While the games greatest plays are executed by those who don’t remember Michael Jordan’s three-peat, at home watching content to excessive levels are those phone addicts compulsively consumed with texting, tweeting, streaming, talking. They are a walking PR bubble for the league they fetishize, a volunteer corps who spreads the NBA message 24-7 without being on the league payroll.

Modernity has not passed the NBA by. The league has wholly embraced the social media culture of instant reaction and digestion and even outrage. Players are available if they want to be available, no sanctioned press conference like the NFL. NBA players, stars included, are accessible; there is something very ordinary about their exchanges with fans that creates an illusion of partnership.

The Revoultion Will Not Be Televised

The same racial tightrope that has torn the NFL apart is even more pervasive in the NBA; the numbers skew heavily towards a black league and a white fan base.  The NBA advantage in racial problem solving is subtle. Social justice anxiety, on the one hand, and be angry somewhere else, on the other, has been willingly shepherded by Adam Silver who NFL owners wanted to hire for themselves. Silver earned social capital when he ran Donald Sterling out the league for racist behavior that undermined the labor force whose energy and support Silver needed to fulfill his partnership agenda. Respectfully, Silver has never undermined the players in public as a group, nor on a smaller scale, even in disagreement. The opposite is the Silver strategy. He has allowed NBA players to remain invested in systemic issues that affect them away from the game and at the same time accepting, as a white man of privilege, he doesn’t know what he doesn’t know.

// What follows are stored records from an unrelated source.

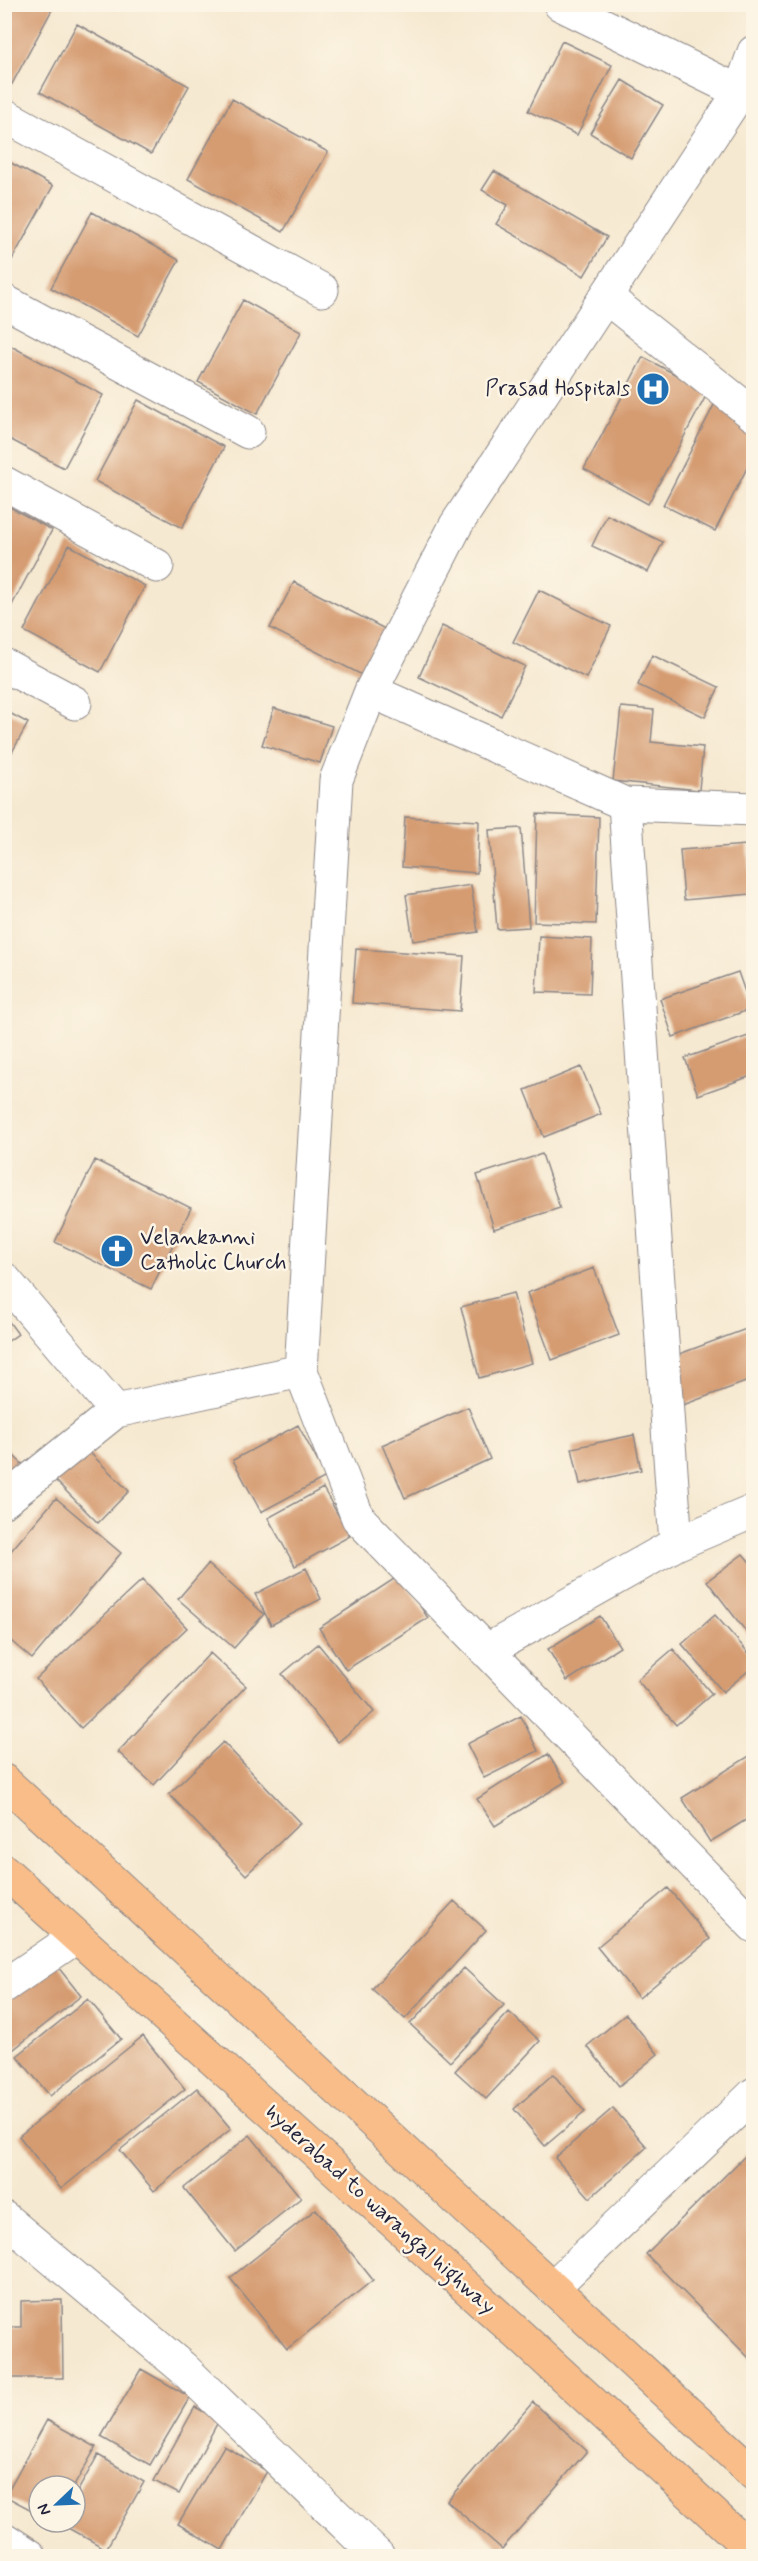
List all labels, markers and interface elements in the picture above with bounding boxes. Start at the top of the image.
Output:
hospital icon: Prasad Hospitals [635,371,671,407]
place label: Prasad Hospitals [485,375,630,403]
place label: Velankanni Catholic Church [140,1224,287,1277]
church icon: Velankanni Catholic Church [99,1233,135,1269]
street label: hyderabad to warangal highway [257,2099,501,2323]
north arrow [27,2474,87,2534]
text: N [33,2500,56,2518]

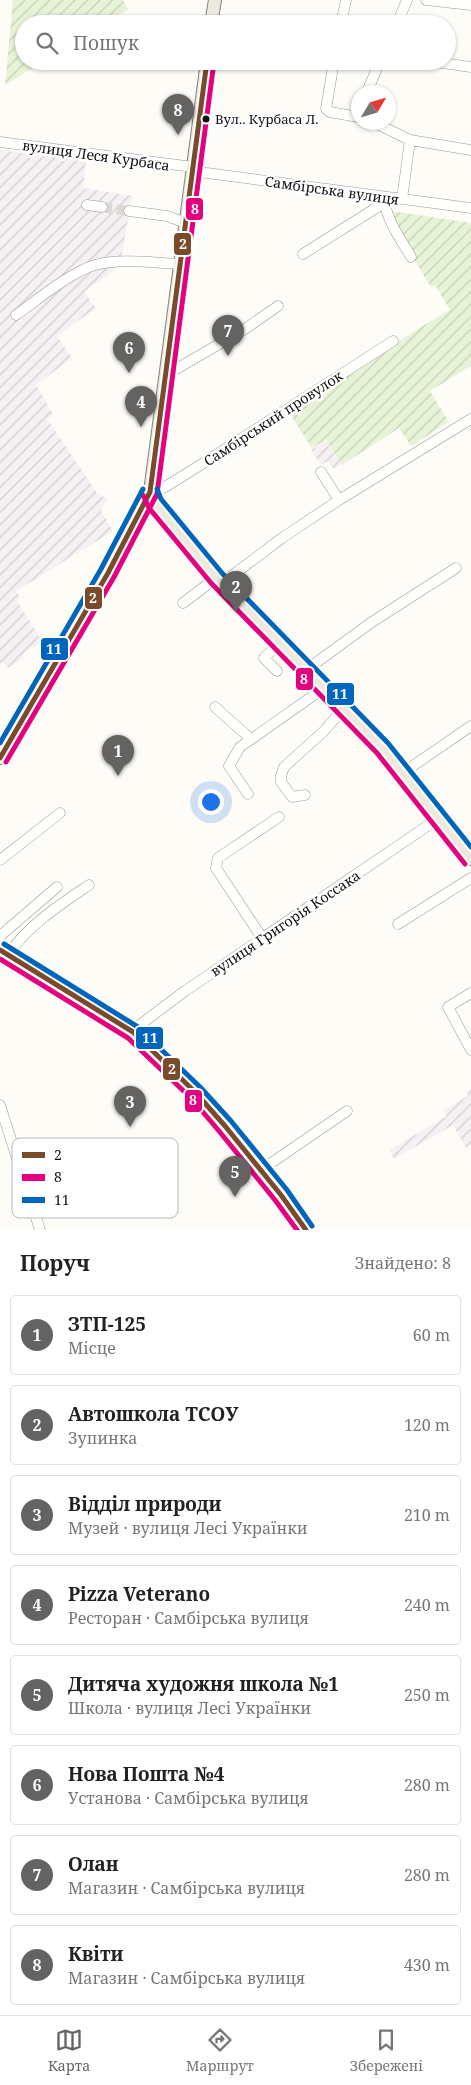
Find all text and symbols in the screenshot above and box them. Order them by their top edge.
search box [15,15,456,70]
icon: search [33,29,61,57]
text: Пошук [73,30,139,56]
north arrow [351,85,396,130]
pin: 8 [162,94,194,135]
place label: Вул.. Курбаса Л. [215,110,319,128]
marker: Вул.. Курбаса Л. [201,114,211,124]
street label: вулиця Леся Курбаса [21,135,171,175]
street label: Самбірська вулиця [264,171,400,209]
line badge: 8 [185,197,204,221]
text: 8 [191,199,199,218]
line badge: 2 [173,232,192,256]
text: 2 [179,234,187,253]
pin: 7 [212,315,244,356]
pin: 6 [113,332,145,373]
street label: Самбірський провулок [200,365,347,470]
pin: 4 [125,386,157,427]
pin: 2 [220,571,252,612]
line badge: 2 [84,586,103,610]
text: 2 [89,588,97,607]
line badge: 11 [40,637,69,661]
text: 11 [46,639,62,658]
line badge: 8 [295,667,314,691]
text: 8 [300,669,308,688]
line badge: 11 [326,682,355,706]
text: 11 [332,684,348,703]
pin: 1 [102,735,134,776]
your location [198,789,224,815]
street label: вулиця Григорія Коссака [206,866,364,980]
line badge: 11 [135,1026,164,1050]
text: 11 [142,1028,158,1047]
line badge: 2 [162,1057,181,1081]
text: 2 [168,1059,176,1078]
pin: 3 [114,1086,146,1127]
line badge: 8 [184,1089,203,1113]
text: 8 [189,1090,197,1109]
legend [12,1138,178,1218]
text: 2 [54,1145,62,1164]
pin: 5 [219,1156,251,1197]
text: 8 [54,1167,62,1186]
text: 11 [54,1190,70,1209]
text: Поруч [20,1249,90,1277]
text: Знайдено: 8 [355,1252,451,1274]
text: ЗТП-125 [68,1311,146,1337]
text: 1 [32,1324,42,1346]
text: 60 m [413,1324,450,1346]
text: Місце [68,1337,116,1359]
text: Автошкола ТСОУ [68,1401,238,1427]
text: 2 [32,1414,42,1436]
text: 120 m [404,1414,450,1436]
text: Зупинка [68,1427,137,1449]
text: Відділ природи [68,1491,221,1517]
text: 3 [32,1504,42,1526]
text: 210 m [404,1504,450,1526]
text: Музей · вулиця Лесі Українки [68,1517,308,1539]
text: Pizza Veterano [68,1581,210,1607]
text: 4 [32,1594,42,1616]
text: 240 m [404,1594,450,1616]
text: Ресторан · Самбірська вулиця [68,1607,309,1629]
text: Дитяча художня школа №1 [68,1671,339,1697]
text: 5 [32,1684,42,1706]
text: 250 m [404,1684,450,1706]
text: Школа · вулиця Лесі Українки [68,1697,311,1719]
text: Нова Пошта №4 [68,1761,224,1787]
text: 6 [32,1774,42,1796]
text: 280 m [404,1774,450,1796]
text: Установа · Самбірська вулиця [68,1787,309,1809]
text: Олан [68,1851,119,1877]
text: 7 [32,1864,42,1886]
text: 280 m [404,1864,450,1886]
text: Магазин · Самбірська вулиця [68,1877,305,1899]
text: Квіти [68,1941,124,1967]
text: 8 [32,1954,42,1976]
text: 430 m [404,1954,450,1976]
text: Магазин · Самбірська вулиця [68,1967,305,1989]
tab: Карта [48,2026,90,2075]
tab: Маршрут [186,2026,254,2075]
tab: Збережені [350,2026,423,2075]

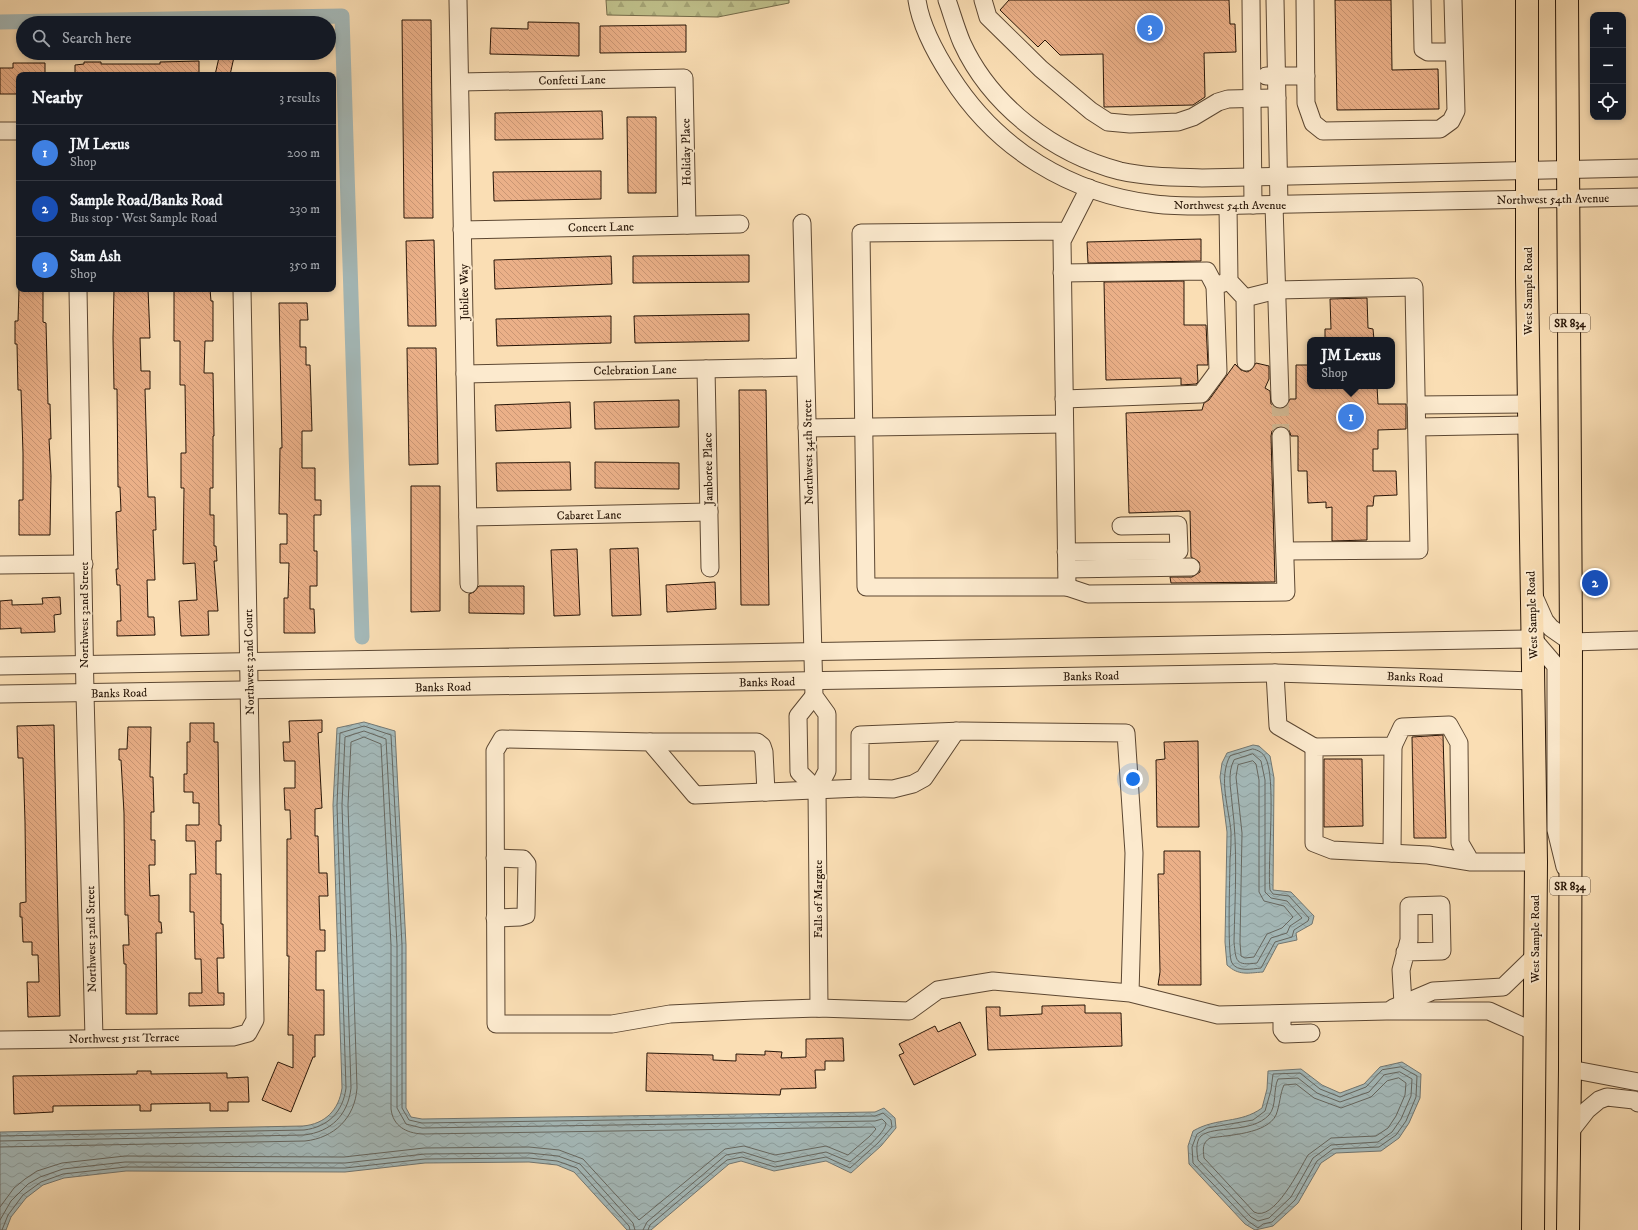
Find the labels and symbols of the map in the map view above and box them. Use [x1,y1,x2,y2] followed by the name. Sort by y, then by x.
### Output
[1137,13,1163,43] pin: 3
[538,72,606,89] street label: Confetti Lane
[678,118,695,186] street label: Holiday Place
[1497,191,1609,208] street label: Northwest 54th Avenue
[1174,198,1286,213] street label: Northwest 54th Avenue
[568,219,634,236] street label: Concert Lane
[1521,247,1536,336] street label: West Sample Road
[457,263,473,321] street label: Jubilee Way
[1550,314,1590,332] road number: SR 834
[593,362,677,379] street label: Celebration Lane
[800,399,817,505] street label: Northwest 34th Street
[1338,402,1364,432] pin: 1
[700,432,717,506] street label: Jamboree Place
[557,507,621,524] street label: Cabaret Lane
[77,562,92,668] street label: Northwest 32nd Street
[1582,568,1608,598] pin: 2
[1523,571,1542,660] street label: West Sample Road
[241,609,258,715] street label: Northwest 32nd Court
[1063,669,1119,684] street label: Banks Road
[1387,669,1443,686] street label: Banks Road
[739,675,795,690] street label: Banks Road
[415,680,471,695] street label: Banks Road
[91,686,147,701] street label: Banks Road
[1123,769,1143,789] your location
[811,860,826,938] street label: Falls of Margate
[1550,877,1590,895] road number: SR 834
[83,885,100,992] street label: Northwest 32nd Street
[1528,895,1543,984] street label: West Sample Road
[68,1030,180,1047] street label: Northwest 51st Terrace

The NBA is a community too with tribal patterns, values and responsibilities. Part of racial reconciliation is grounded in the ability to listen, be quiet, and then speak.  Respect for diverse opinons, experiences and desires sustain a community and incetivizes growth.  Because the league is diverse on the management level, the optics of inclusion, even if it is window dressing, gives the impression of support. The league has proven it can withstand player conflict by working collectively and not individually. It doesn’t fear player power as the NFL does.

But here is the difference between the NFL: NBA fans accept the contract. The players are black with black lives. The fans are white with white lives. The entertainment connects the two; the game creates partners out of strangers. There are issues that crop up, naturally, when stakeholders with a conscience have different perspectives. But as a whole, the group is bigger than the sum of their parts. The league works for everyone, fans included, when no one is disenfranchised, when everyone, even fans, are listened to.

It’s Not Kissing Your Sister

The playoff outsiders are interesting and make sense. The Mavericks have Dirk Nowitzki saying goodbye and at the same time Dennis Smith Jr. is learning the ropes. The Lakers have Kyle Kuzma and Brandon Ingram. The Knicks are the Kristaps show. Charlotte has Kemba and Dwight Howard, Phoenix has anointed Devin Booker to take and make every shot. It’s not just about LeBron and Steph and Boogie and Damian and Durant.

The exceptional teams sustain the league in the post season but talent and highlights are dispersed throughout the league on a nightly basis. Someone is levitating an I stole your soul dunk. Someone is reversing a layup. Someone is jacking up 10 threes a game and making 8 of them. Someone is getting ejected. Some team is scoring 140 points. Someone is crossing over and creating humiliations. Someone is at the foul line 24 times and missing a bunch of them. Someone is hitting a game winner. Someone is missing a game winner.

The NBA, more than any other sport, is about moments. Afterwards, when the game is over and the arena is empty, what you bottle up and take with you is that one play that had you shaking your head. The NBA has no middle. It is not a tie. It is not about kissing your sister. It is about being big or being small in a stressed out moment while fans are watching with joy or disgust.